WORK ORDER: The lines below starting at the line containing "M123 915 184 908 404 917 443 911" and ending at the line containing "<li><i></i>Delivered</li>" are to be repeated exactly, with both ends kept and nothing else added.

Stored data:
- - - - - - -

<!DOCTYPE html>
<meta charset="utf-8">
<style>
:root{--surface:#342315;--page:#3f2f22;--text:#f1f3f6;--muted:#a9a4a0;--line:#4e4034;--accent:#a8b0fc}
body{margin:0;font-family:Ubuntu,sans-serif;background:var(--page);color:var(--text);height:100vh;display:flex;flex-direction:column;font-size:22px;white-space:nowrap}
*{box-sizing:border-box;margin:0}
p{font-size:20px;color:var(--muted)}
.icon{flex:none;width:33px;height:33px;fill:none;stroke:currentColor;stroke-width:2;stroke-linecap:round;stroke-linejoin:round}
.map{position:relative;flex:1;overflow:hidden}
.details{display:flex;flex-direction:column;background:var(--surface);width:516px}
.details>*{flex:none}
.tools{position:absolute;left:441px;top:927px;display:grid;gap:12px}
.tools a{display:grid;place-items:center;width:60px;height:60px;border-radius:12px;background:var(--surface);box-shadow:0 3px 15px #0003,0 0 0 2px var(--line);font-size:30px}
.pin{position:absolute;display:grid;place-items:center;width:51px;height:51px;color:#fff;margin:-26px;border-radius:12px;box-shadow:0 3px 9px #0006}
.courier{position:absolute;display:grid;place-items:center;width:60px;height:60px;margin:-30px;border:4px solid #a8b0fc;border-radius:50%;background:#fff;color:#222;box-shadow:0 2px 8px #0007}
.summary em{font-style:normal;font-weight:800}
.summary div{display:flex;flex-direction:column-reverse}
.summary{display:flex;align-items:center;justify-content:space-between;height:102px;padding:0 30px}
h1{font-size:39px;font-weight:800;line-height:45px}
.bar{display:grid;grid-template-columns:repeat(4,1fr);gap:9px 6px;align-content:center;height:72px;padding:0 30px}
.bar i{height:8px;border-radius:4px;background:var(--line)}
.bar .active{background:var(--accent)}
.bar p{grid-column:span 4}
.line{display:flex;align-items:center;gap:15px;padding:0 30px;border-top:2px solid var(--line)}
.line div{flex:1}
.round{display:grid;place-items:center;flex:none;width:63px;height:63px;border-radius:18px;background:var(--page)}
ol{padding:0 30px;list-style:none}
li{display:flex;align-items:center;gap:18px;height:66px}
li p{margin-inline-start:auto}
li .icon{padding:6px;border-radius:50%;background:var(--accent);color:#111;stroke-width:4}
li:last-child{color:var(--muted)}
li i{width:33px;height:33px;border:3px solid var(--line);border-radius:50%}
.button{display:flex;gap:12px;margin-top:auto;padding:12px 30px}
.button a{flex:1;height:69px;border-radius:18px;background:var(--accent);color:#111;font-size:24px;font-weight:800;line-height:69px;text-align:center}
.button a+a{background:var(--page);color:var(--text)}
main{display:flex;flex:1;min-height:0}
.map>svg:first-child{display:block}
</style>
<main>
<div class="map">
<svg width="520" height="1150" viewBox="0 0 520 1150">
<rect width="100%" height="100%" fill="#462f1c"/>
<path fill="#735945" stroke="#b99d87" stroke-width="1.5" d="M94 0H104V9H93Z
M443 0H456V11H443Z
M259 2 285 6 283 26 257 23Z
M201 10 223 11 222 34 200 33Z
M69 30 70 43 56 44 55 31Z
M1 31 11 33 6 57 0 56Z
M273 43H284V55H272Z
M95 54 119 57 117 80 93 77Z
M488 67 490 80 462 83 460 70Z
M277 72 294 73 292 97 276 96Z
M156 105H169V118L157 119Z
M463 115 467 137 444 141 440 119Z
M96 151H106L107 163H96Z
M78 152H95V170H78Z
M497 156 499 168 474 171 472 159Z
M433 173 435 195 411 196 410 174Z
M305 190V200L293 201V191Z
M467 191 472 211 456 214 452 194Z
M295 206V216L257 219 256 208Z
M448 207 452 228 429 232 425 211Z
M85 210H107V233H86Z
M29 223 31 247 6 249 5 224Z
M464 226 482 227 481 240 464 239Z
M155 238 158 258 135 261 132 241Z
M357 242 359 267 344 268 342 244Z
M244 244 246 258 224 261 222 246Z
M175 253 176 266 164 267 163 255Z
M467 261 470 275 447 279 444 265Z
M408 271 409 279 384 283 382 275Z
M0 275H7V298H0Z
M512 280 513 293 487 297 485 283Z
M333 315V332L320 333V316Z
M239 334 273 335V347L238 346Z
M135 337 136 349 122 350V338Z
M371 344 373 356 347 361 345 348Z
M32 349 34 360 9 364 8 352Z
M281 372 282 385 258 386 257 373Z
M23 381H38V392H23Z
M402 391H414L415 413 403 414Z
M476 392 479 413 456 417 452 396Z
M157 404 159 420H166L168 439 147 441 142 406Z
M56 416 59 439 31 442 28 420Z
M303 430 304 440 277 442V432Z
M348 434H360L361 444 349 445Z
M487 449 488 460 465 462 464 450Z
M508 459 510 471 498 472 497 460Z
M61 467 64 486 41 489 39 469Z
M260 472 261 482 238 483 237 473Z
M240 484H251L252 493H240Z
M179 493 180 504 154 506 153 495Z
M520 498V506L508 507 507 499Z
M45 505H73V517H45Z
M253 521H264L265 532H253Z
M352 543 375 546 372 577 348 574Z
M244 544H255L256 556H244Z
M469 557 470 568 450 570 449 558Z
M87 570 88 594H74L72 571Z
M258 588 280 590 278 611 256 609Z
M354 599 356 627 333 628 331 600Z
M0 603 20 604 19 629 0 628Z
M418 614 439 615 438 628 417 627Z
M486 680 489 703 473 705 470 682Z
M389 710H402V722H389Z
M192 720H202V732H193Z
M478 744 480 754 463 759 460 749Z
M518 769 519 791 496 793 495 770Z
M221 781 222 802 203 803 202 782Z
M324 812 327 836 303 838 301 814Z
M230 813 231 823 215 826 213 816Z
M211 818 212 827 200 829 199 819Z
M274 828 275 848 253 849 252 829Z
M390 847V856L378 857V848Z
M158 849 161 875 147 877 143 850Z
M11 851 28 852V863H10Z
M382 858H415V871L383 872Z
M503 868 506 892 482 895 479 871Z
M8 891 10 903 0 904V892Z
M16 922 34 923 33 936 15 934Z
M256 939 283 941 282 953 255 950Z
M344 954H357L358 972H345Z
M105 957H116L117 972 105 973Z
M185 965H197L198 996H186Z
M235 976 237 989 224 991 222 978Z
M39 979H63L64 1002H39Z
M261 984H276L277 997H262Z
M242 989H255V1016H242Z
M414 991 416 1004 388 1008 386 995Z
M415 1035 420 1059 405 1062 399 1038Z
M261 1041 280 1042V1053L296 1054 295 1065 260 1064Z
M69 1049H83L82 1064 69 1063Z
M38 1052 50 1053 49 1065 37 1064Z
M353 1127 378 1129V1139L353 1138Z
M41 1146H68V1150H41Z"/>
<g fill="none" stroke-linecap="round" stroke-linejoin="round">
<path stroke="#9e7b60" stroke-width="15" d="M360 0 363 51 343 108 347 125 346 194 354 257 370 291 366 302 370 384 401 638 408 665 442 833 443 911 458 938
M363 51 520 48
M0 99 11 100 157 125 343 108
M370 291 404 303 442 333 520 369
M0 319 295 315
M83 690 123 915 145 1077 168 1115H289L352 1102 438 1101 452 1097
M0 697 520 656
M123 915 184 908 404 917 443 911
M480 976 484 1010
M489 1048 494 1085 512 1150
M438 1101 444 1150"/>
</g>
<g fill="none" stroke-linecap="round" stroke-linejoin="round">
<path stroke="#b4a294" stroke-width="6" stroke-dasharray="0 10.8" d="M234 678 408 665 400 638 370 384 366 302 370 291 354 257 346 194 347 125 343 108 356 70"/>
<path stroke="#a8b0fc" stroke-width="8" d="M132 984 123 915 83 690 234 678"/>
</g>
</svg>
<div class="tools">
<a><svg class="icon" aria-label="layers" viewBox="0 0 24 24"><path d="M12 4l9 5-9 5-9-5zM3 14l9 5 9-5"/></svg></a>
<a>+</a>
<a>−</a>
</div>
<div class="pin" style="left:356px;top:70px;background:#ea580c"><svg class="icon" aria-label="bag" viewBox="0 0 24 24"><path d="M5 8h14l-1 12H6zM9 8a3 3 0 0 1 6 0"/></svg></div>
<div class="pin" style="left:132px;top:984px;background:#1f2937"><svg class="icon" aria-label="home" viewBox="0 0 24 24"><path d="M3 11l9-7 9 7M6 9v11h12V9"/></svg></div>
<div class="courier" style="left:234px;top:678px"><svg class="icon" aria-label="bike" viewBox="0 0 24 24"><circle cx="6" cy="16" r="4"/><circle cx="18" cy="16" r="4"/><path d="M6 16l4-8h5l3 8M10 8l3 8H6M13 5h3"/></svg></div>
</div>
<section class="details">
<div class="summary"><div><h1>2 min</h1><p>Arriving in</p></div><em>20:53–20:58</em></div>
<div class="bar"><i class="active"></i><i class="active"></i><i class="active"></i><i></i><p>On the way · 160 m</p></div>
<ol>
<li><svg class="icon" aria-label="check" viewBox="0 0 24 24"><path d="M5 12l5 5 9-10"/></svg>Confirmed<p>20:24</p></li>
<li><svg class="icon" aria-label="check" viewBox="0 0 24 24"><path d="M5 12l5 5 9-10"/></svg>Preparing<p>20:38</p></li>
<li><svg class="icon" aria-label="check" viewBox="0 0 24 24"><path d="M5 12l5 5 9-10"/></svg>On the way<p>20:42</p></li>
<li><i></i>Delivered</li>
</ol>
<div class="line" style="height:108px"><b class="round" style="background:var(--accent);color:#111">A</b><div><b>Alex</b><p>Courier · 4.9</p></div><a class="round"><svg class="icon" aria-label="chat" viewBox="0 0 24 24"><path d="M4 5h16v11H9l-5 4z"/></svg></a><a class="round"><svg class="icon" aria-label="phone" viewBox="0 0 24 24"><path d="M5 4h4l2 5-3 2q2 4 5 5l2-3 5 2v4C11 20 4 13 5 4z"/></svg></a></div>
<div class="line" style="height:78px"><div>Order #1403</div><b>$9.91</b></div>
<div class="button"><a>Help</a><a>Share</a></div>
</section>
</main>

- - - - - - -

YOUR SOLUTION:
M123 915 184 908 404 917 443 911
M480 976 484 1010
M489 1048 494 1085 512 1150
M438 1101 444 1150"/>
</g>
<g fill="none" stroke-linecap="round" stroke-linejoin="round">
<path stroke="#b4a294" stroke-width="6" stroke-dasharray="0 10.8" d="M234 678 408 665 400 638 370 384 366 302 370 291 354 257 346 194 347 125 343 108 356 70"/>
<path stroke="#a8b0fc" stroke-width="8" d="M132 984 123 915 83 690 234 678"/>
</g>
</svg>
<div class="tools">
<a><svg class="icon" aria-label="layers" viewBox="0 0 24 24"><path d="M12 4l9 5-9 5-9-5zM3 14l9 5 9-5"/></svg></a>
<a>+</a>
<a>−</a>
</div>
<div class="pin" style="left:356px;top:70px;background:#ea580c"><svg class="icon" aria-label="bag" viewBox="0 0 24 24"><path d="M5 8h14l-1 12H6zM9 8a3 3 0 0 1 6 0"/></svg></div>
<div class="pin" style="left:132px;top:984px;background:#1f2937"><svg class="icon" aria-label="home" viewBox="0 0 24 24"><path d="M3 11l9-7 9 7M6 9v11h12V9"/></svg></div>
<div class="courier" style="left:234px;top:678px"><svg class="icon" aria-label="bike" viewBox="0 0 24 24"><circle cx="6" cy="16" r="4"/><circle cx="18" cy="16" r="4"/><path d="M6 16l4-8h5l3 8M10 8l3 8H6M13 5h3"/></svg></div>
</div>
<section class="details">
<div class="summary"><div><h1>2 min</h1><p>Arriving in</p></div><em>20:53–20:58</em></div>
<div class="bar"><i class="active"></i><i class="active"></i><i class="active"></i><i></i><p>On the way · 160 m</p></div>
<ol>
<li><svg class="icon" aria-label="check" viewBox="0 0 24 24"><path d="M5 12l5 5 9-10"/></svg>Confirmed<p>20:24</p></li>
<li><svg class="icon" aria-label="check" viewBox="0 0 24 24"><path d="M5 12l5 5 9-10"/></svg>Preparing<p>20:38</p></li>
<li><svg class="icon" aria-label="check" viewBox="0 0 24 24"><path d="M5 12l5 5 9-10"/></svg>On the way<p>20:42</p></li>
<li><i></i>Delivered</li>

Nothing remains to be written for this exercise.